Inc. Magazine cites 576% three-year growth which is, obviously, fake AF. “It is an honor to have earned our place in the top 1000 of the Inc. 5000 list,” Mr. Perera said to PHCP Pros, LOL, mere months before he got sh*tcanned … we mean … “stepped down.” For what it’s worth, Johnny is now feverishly scrubbing the list from number 869 on down to see what other future bankruptcy candidates may be waiting in the wings.
Mr. Perera initially remained as manager of the holdco entity, Air Pros Solutions Holdings, LLC (“Holdings”) but that status ceased in October ‘24. Afterwards, Mr. Perera remained on with the debtors as a consultant to help prepare these cases and aid the sale/marketing process but that, too, has since ceased, leaving Mr. Hirsh as the sole manager of Holdings and the next entity down, Air Pros Solutions, LLC, which, in turn, owns 100% of the membership interests in all but one of the remaining debtors.
****PETITION readers will remember Alvarez & Marsal LLC (“A&M”) alum Mr. Hirsh from his stints on the boards of Coach USA Inc. and Red Lobster Management LLC.
*****For those of you enamored with relationship science, Mr. Hede worked at A&M from March ‘03 through February ‘17. Mr. Hirsh was duly employed by A&M from June ‘02 through November ‘20. Overlap!
Mr. Hirsh is still listed as a “senior advisor” to A&M on his LinkedIn profile so the retention of Mr. Hede must be super well-received.
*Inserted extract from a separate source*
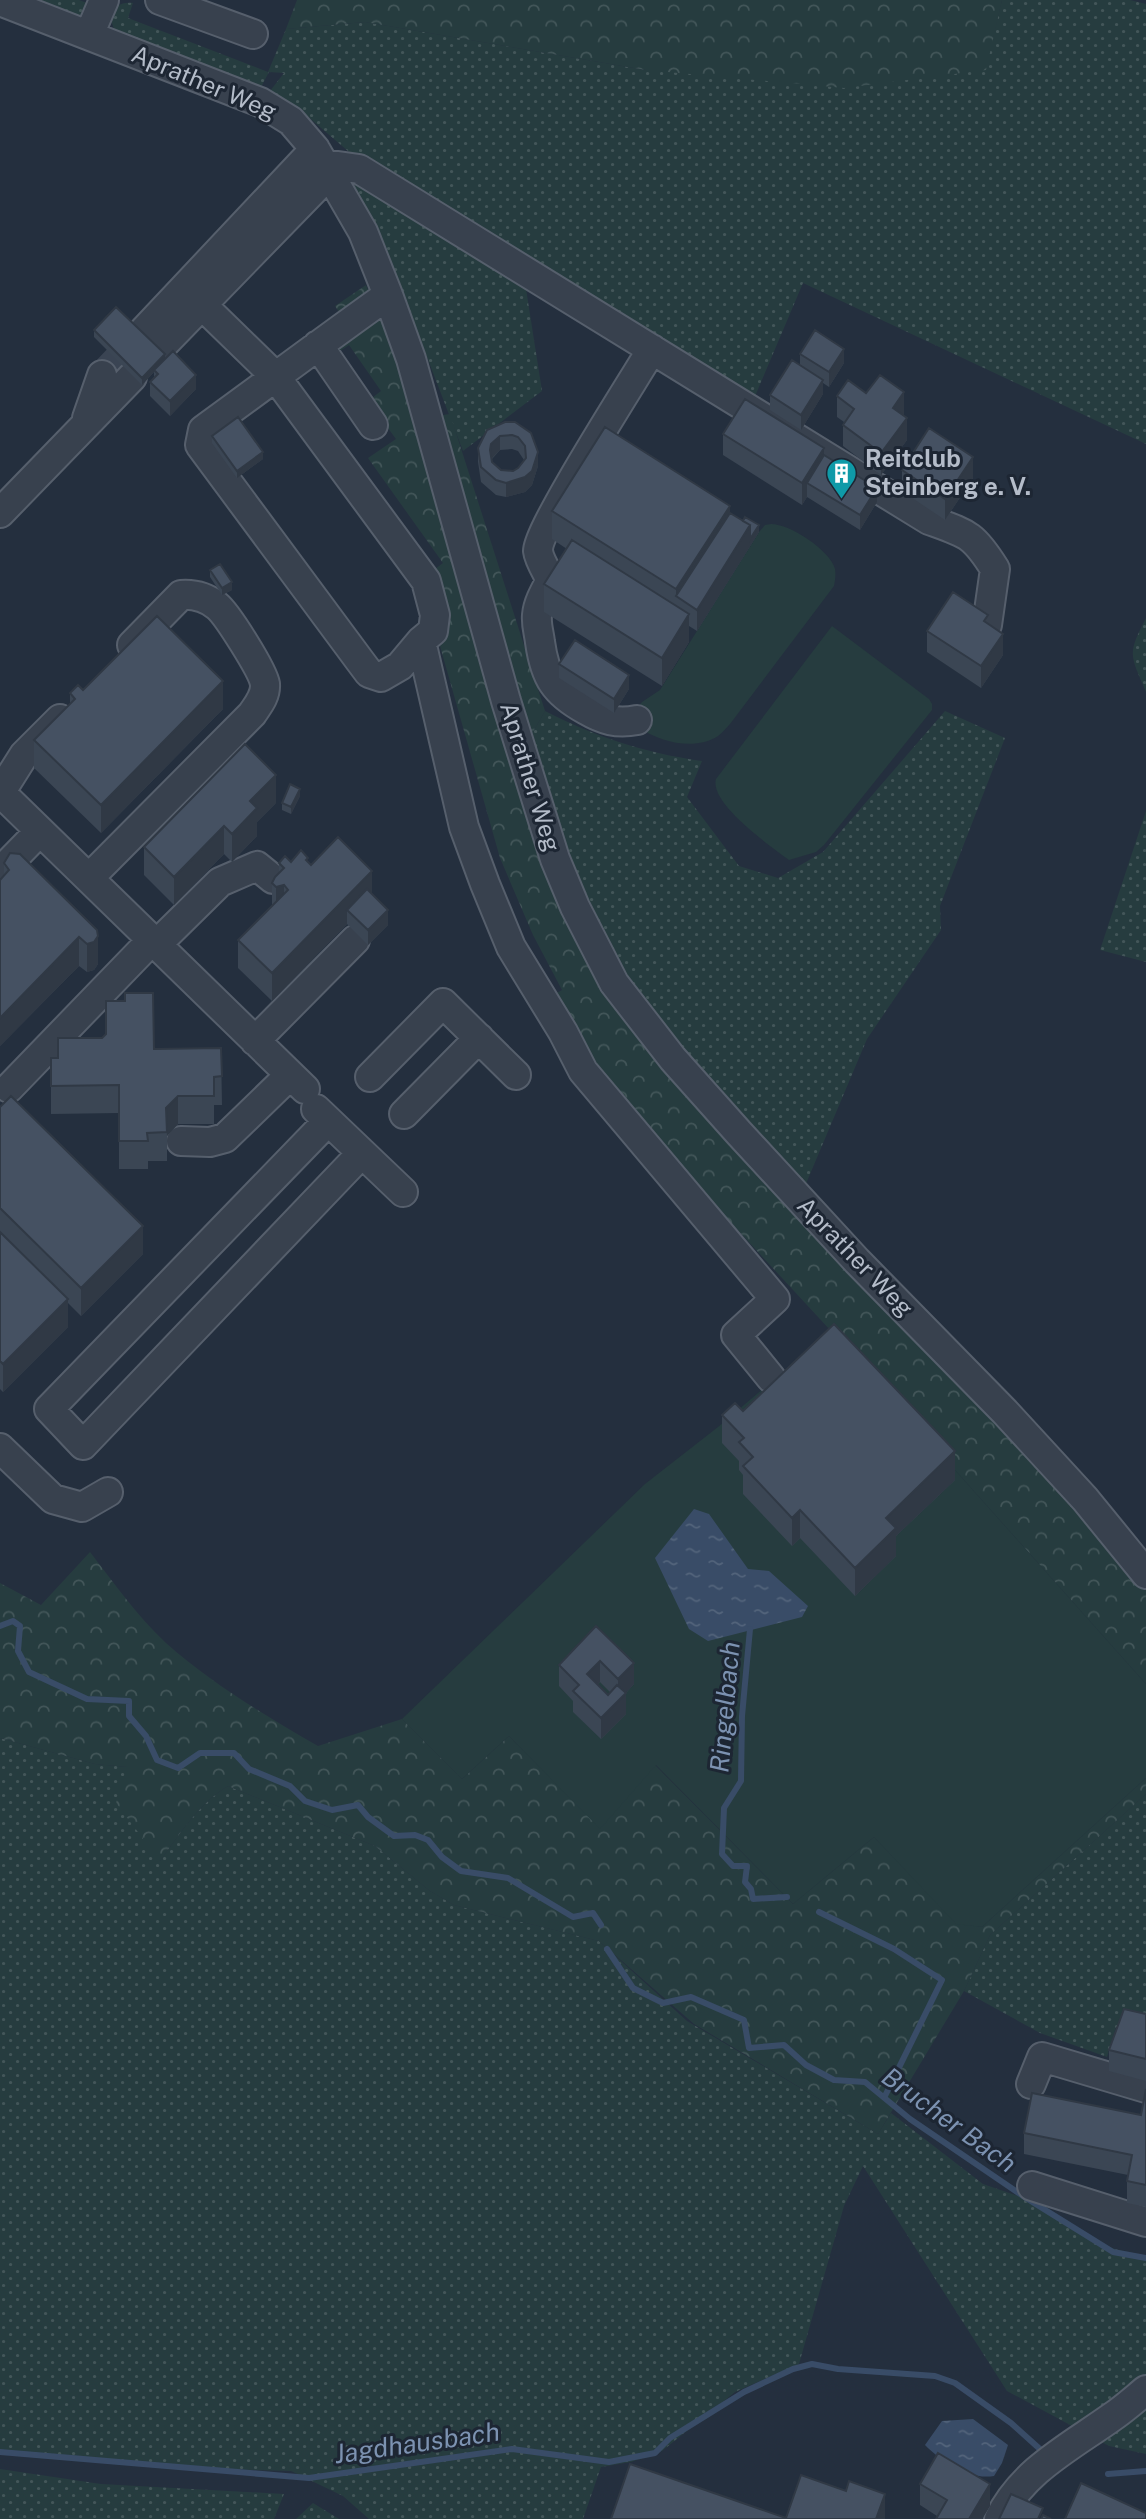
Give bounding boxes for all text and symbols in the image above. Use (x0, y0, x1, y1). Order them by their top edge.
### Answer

******It’s unclear when debtors’ counsel, Greenberg Traurig LLP — which didn’t even warrant a mention by Mr. Hede — hopped aboard.
💥23andMeh. Part II.💥
When we last left you on 23andMe Holding Co. ($ME) (the “company”), CEO Anne Wojcicki, who holds 49% of the voting power in the company, and New Mountain Capital (“New Mountain”) had just delivered a non-binding take-private proposal to the company’s special committee of Andre Fernandez, Jim Frankola, and Mark Jensen, which offered to buy out (or let rollover) all shareholders not named Anne Wojcicki for $2.53 per share, representing an equity value of $74.7mm.*
That offer was a small premium over the-then current $65mm market cap. But whoops, a mere three days after we published that piece, on February 28, 2025, New Mountain backed out of the deal entirely. We can only imagine how Ms. Wojcicki felt about that.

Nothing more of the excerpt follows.